• _TASK PROMPT_: Restate each record exactly as it was written.

• _SUPPLIED ENTRIES_:

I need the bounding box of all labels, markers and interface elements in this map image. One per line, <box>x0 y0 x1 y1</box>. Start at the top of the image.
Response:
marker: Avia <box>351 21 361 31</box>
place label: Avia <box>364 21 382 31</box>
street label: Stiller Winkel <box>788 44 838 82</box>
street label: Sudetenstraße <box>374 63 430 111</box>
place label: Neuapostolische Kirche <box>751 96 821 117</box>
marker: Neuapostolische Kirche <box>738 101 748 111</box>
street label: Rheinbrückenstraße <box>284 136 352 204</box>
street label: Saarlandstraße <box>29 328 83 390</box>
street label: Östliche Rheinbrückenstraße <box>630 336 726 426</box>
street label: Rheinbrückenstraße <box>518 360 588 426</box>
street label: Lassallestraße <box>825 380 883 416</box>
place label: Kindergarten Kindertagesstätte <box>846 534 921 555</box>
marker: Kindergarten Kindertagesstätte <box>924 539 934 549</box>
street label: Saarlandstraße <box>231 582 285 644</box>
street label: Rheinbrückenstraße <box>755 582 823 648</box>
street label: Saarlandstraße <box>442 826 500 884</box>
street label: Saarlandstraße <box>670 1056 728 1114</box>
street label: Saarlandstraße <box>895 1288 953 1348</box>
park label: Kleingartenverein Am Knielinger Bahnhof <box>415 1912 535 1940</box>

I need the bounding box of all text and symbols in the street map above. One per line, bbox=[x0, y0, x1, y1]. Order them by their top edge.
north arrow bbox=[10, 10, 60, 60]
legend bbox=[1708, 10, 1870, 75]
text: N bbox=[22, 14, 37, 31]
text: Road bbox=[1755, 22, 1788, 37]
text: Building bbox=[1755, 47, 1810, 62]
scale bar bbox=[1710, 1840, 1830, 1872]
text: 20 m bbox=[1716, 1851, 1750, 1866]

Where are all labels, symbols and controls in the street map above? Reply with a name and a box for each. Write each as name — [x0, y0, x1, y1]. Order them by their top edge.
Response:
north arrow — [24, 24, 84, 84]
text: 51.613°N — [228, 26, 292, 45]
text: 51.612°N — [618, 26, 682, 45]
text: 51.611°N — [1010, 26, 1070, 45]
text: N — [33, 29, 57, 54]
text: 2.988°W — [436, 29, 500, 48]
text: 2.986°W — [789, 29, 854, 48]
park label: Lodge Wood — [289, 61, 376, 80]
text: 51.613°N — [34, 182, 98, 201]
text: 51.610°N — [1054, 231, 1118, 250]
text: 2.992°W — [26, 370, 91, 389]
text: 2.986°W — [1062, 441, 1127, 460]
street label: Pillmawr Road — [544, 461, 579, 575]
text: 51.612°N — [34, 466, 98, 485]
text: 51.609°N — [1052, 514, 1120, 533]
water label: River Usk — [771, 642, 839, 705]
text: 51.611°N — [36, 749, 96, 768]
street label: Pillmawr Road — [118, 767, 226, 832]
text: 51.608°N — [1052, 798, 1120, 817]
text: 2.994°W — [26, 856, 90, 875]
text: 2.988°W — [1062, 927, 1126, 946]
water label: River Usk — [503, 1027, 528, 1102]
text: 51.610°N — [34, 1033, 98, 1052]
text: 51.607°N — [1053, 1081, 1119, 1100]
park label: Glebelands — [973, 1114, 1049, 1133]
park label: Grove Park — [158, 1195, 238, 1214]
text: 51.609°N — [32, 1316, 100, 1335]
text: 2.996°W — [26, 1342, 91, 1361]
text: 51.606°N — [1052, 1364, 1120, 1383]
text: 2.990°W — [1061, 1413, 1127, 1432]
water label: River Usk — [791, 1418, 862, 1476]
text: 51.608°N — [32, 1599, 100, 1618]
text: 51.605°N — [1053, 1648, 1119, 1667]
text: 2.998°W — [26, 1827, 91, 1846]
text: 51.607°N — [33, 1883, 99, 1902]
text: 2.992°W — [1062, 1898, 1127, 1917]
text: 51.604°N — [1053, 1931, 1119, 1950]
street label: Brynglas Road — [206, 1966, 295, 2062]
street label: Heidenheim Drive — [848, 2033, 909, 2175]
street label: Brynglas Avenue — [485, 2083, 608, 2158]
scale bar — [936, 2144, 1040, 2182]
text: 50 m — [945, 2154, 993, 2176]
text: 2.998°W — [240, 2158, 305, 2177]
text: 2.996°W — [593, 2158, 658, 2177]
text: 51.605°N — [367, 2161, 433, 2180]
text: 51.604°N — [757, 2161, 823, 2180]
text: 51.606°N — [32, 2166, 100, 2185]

• _EXERCISE RESULT_:
I need the bounding box of all labels, markers and interface elements in this map image. One per line, <box>x0 y0 x1 y1</box>. Start at the top of the image.
Response:
marker: Avia <box>351 21 361 31</box>
place label: Avia <box>364 21 382 31</box>
street label: Stiller Winkel <box>788 44 838 82</box>
street label: Sudetenstraße <box>374 63 430 111</box>
place label: Neuapostolische Kirche <box>751 96 821 117</box>
marker: Neuapostolische Kirche <box>738 101 748 111</box>
street label: Rheinbrückenstraße <box>284 136 352 204</box>
street label: Saarlandstraße <box>29 328 83 390</box>
street label: Östliche Rheinbrückenstraße <box>630 336 726 426</box>
street label: Rheinbrückenstraße <box>518 360 588 426</box>
street label: Lassallestraße <box>825 380 883 416</box>
place label: Kindergarten Kindertagesstätte <box>846 534 921 555</box>
marker: Kindergarten Kindertagesstätte <box>924 539 934 549</box>
street label: Saarlandstraße <box>231 582 285 644</box>
street label: Rheinbrückenstraße <box>755 582 823 648</box>
street label: Saarlandstraße <box>442 826 500 884</box>
street label: Saarlandstraße <box>670 1056 728 1114</box>
street label: Saarlandstraße <box>895 1288 953 1348</box>
park label: Kleingartenverein Am Knielinger Bahnhof <box>415 1912 535 1940</box>

I need the bounding box of all text and symbols in the street map above. One per line, bbox=[x0, y0, x1, y1]. Order them by their top edge.
north arrow bbox=[10, 10, 60, 60]
legend bbox=[1708, 10, 1870, 75]
text: N bbox=[22, 14, 37, 31]
text: Road bbox=[1755, 22, 1788, 37]
text: Building bbox=[1755, 47, 1810, 62]
scale bar bbox=[1710, 1840, 1830, 1872]
text: 20 m bbox=[1716, 1851, 1750, 1866]

Where are all labels, symbols and controls in the street map above? Reply with a name and a box for each. Write each as name — [x0, y0, x1, y1]. Order them by their top edge.
Response:
north arrow — [24, 24, 84, 84]
text: 51.613°N — [228, 26, 292, 45]
text: 51.612°N — [618, 26, 682, 45]
text: 51.611°N — [1010, 26, 1070, 45]
text: N — [33, 29, 57, 54]
text: 2.988°W — [436, 29, 500, 48]
text: 2.986°W — [789, 29, 854, 48]
park label: Lodge Wood — [289, 61, 376, 80]
text: 51.613°N — [34, 182, 98, 201]
text: 51.610°N — [1054, 231, 1118, 250]
text: 2.992°W — [26, 370, 91, 389]
text: 2.986°W — [1062, 441, 1127, 460]
street label: Pillmawr Road — [544, 461, 579, 575]
text: 51.612°N — [34, 466, 98, 485]
text: 51.609°N — [1052, 514, 1120, 533]
water label: River Usk — [771, 642, 839, 705]
text: 51.611°N — [36, 749, 96, 768]
street label: Pillmawr Road — [118, 767, 226, 832]
text: 51.608°N — [1052, 798, 1120, 817]
text: 2.994°W — [26, 856, 90, 875]
text: 2.988°W — [1062, 927, 1126, 946]
water label: River Usk — [503, 1027, 528, 1102]
text: 51.610°N — [34, 1033, 98, 1052]
text: 51.607°N — [1053, 1081, 1119, 1100]
park label: Glebelands — [973, 1114, 1049, 1133]
park label: Grove Park — [158, 1195, 238, 1214]
text: 51.609°N — [32, 1316, 100, 1335]
text: 2.996°W — [26, 1342, 91, 1361]
text: 51.606°N — [1052, 1364, 1120, 1383]
text: 2.990°W — [1061, 1413, 1127, 1432]
water label: River Usk — [791, 1418, 862, 1476]
text: 51.608°N — [32, 1599, 100, 1618]
text: 51.605°N — [1053, 1648, 1119, 1667]
text: 2.998°W — [26, 1827, 91, 1846]
text: 51.607°N — [33, 1883, 99, 1902]
text: 2.992°W — [1062, 1898, 1127, 1917]
text: 51.604°N — [1053, 1931, 1119, 1950]
street label: Brynglas Road — [206, 1966, 295, 2062]
street label: Heidenheim Drive — [848, 2033, 909, 2175]
street label: Brynglas Avenue — [485, 2083, 608, 2158]
scale bar — [936, 2144, 1040, 2182]
text: 50 m — [945, 2154, 993, 2176]
text: 2.998°W — [240, 2158, 305, 2177]
text: 2.996°W — [593, 2158, 658, 2177]
text: 51.605°N — [367, 2161, 433, 2180]
text: 51.604°N — [757, 2161, 823, 2180]
text: 51.606°N — [32, 2166, 100, 2185]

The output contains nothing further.